Exercise objective: Your answer must be every line of the data that contains "speed".

━━ Source information ━━

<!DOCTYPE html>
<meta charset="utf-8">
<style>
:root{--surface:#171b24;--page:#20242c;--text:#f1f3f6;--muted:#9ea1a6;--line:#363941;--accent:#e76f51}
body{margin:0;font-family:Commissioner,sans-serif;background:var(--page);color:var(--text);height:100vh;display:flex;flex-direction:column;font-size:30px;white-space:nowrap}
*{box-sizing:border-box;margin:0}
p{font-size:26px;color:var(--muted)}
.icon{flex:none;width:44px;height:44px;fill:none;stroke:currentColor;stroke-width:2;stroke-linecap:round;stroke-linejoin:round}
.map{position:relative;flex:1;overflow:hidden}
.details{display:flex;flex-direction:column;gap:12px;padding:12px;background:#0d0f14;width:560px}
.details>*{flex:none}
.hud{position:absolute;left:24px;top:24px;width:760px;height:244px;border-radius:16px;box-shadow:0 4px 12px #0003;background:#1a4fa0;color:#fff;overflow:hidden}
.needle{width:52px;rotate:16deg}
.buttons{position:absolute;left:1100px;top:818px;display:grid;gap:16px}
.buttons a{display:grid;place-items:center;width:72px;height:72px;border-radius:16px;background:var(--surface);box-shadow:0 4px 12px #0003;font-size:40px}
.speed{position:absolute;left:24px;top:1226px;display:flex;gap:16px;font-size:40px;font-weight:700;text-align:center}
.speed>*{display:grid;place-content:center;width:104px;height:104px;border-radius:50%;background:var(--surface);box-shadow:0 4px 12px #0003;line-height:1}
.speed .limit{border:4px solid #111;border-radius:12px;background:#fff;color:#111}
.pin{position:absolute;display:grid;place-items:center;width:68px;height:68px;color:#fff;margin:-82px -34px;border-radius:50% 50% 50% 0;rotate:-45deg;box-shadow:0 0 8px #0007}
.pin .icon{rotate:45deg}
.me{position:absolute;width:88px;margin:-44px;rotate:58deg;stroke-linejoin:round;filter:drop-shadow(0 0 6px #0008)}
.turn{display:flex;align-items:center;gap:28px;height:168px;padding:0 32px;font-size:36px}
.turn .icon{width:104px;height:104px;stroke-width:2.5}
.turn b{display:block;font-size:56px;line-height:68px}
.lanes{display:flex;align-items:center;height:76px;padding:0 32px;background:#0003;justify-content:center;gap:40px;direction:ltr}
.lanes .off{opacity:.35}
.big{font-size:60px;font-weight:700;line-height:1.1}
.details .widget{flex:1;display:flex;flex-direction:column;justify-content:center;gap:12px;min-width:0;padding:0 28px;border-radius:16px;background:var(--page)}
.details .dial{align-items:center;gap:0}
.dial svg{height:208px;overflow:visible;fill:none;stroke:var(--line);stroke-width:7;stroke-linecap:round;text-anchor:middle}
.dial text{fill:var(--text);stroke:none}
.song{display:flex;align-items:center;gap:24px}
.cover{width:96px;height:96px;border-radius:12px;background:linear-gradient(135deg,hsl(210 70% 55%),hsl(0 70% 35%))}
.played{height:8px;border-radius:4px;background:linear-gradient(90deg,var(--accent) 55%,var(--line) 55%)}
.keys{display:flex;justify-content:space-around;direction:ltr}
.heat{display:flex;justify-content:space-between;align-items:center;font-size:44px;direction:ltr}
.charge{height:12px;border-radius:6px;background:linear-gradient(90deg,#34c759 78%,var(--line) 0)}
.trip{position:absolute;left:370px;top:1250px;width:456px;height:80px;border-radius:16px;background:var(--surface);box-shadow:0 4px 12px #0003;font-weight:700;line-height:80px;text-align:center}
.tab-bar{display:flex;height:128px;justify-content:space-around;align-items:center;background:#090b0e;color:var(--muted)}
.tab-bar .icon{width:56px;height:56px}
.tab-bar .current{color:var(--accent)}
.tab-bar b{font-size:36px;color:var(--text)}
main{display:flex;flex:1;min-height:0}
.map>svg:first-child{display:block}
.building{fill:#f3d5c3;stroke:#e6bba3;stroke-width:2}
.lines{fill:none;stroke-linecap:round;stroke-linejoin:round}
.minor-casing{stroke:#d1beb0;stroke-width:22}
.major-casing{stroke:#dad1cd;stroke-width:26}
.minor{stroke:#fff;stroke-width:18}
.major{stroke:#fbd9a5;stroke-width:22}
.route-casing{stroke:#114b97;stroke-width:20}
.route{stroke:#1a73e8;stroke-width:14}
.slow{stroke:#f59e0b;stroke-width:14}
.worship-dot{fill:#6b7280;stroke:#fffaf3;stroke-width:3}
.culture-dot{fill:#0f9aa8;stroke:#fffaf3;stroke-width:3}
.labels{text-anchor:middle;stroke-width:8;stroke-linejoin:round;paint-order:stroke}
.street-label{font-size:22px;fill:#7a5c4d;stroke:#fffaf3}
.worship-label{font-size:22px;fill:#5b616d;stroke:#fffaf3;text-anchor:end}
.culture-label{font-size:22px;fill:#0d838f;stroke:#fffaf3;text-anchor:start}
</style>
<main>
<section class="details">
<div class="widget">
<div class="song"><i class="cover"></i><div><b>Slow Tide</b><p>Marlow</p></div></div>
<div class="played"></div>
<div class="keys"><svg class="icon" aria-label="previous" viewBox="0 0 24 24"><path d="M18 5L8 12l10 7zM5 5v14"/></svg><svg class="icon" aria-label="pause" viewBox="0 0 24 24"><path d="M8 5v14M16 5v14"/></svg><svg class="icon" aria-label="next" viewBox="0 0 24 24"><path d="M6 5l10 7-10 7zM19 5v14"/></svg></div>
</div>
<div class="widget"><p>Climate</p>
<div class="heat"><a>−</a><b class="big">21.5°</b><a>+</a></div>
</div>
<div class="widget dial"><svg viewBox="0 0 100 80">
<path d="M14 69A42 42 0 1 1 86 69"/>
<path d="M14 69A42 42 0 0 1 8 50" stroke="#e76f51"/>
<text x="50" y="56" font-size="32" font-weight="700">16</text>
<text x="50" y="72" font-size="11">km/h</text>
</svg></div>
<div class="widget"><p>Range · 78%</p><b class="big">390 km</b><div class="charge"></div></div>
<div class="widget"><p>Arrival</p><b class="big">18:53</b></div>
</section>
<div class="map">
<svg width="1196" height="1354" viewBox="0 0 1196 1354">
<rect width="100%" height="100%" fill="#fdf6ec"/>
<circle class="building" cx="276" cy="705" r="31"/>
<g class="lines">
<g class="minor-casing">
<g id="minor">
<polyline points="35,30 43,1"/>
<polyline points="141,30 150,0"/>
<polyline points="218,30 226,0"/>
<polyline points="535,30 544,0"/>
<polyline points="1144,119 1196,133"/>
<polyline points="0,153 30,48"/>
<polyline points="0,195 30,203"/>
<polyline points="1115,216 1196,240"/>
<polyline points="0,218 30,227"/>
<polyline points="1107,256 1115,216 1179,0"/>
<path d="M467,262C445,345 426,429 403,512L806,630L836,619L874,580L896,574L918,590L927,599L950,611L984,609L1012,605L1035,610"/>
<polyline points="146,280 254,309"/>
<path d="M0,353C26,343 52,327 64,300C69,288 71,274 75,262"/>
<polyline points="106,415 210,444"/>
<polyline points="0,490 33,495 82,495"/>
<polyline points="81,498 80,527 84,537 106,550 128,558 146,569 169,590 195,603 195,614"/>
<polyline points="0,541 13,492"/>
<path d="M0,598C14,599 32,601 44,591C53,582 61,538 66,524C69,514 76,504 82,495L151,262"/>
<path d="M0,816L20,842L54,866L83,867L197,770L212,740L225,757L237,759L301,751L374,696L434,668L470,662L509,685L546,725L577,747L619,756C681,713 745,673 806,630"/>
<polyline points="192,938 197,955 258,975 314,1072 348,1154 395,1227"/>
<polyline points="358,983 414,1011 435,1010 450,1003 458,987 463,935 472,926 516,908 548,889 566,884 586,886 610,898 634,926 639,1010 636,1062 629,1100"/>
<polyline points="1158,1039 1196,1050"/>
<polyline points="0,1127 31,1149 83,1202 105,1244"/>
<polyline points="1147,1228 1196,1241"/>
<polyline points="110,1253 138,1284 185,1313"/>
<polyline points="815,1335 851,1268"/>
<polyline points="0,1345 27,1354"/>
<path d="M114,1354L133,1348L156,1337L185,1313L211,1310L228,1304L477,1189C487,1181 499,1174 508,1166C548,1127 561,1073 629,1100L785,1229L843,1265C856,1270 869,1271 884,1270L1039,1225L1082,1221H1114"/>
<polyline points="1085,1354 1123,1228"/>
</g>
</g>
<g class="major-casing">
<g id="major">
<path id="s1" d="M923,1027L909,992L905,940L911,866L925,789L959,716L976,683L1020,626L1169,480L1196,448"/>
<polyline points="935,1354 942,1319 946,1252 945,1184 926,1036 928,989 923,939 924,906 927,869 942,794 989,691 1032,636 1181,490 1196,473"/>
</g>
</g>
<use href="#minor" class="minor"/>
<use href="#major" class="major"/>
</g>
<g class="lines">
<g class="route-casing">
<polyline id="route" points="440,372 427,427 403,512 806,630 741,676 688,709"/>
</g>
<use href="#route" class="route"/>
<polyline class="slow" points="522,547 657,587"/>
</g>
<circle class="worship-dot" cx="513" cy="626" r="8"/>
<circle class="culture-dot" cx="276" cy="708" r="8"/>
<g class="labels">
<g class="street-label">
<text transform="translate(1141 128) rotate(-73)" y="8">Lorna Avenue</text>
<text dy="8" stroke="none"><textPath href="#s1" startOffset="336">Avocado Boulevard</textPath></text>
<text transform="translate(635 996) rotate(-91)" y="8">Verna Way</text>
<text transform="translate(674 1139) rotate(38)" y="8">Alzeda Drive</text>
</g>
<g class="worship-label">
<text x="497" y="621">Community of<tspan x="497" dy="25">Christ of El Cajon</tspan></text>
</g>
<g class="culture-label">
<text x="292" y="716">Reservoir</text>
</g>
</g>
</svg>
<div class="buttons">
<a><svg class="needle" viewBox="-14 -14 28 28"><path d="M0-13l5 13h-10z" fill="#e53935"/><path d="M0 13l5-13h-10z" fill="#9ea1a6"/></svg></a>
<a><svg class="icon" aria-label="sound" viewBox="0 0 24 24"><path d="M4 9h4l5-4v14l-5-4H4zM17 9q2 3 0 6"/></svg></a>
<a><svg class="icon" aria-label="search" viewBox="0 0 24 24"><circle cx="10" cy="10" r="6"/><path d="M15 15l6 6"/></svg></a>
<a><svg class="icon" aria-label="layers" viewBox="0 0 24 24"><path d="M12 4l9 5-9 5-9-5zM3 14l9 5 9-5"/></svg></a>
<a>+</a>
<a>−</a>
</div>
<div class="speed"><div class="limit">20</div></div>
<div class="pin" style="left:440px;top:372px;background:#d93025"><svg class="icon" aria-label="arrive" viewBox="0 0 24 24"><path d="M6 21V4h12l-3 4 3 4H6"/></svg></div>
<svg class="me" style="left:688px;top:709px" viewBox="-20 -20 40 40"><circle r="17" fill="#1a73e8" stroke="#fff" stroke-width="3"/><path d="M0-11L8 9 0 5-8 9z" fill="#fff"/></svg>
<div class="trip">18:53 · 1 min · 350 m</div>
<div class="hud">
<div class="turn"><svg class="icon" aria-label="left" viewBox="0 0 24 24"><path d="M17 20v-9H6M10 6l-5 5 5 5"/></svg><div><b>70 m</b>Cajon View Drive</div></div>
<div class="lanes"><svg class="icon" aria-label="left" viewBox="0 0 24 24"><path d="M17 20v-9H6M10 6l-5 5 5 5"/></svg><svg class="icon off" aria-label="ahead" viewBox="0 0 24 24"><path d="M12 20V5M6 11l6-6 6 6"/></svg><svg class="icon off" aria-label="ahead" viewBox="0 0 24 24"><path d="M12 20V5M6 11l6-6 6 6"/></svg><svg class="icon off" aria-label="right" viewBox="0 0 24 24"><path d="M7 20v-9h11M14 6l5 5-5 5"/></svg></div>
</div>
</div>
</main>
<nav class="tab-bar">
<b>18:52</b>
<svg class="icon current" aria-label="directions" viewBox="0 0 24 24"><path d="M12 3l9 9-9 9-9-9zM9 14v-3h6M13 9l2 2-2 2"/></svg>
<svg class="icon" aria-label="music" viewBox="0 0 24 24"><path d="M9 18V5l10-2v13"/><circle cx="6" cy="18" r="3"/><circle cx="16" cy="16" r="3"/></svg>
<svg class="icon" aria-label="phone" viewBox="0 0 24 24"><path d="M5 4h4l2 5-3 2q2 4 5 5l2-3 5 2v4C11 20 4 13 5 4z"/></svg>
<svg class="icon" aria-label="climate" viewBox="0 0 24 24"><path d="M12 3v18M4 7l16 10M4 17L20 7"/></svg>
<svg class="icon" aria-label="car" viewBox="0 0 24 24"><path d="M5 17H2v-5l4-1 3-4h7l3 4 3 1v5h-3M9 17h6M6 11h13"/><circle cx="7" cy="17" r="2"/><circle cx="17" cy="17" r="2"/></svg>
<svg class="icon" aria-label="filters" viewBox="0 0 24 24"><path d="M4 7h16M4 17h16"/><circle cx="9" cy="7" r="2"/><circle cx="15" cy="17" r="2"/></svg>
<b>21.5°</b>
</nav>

━━━

Solution to this exercise:
.speed{position:absolute;left:24px;top:1226px;display:flex;gap:16px;font-size:40px;font-weight:700;text-align:center}
.speed>*{display:grid;place-content:center;width:104px;height:104px;border-radius:50%;background:var(--surface);box-shadow:0 4px 12px #0003;line-height:1}
.speed .limit{border:4px solid #111;border-radius:12px;background:#fff;color:#111}
<div class="speed"><div class="limit">20</div></div>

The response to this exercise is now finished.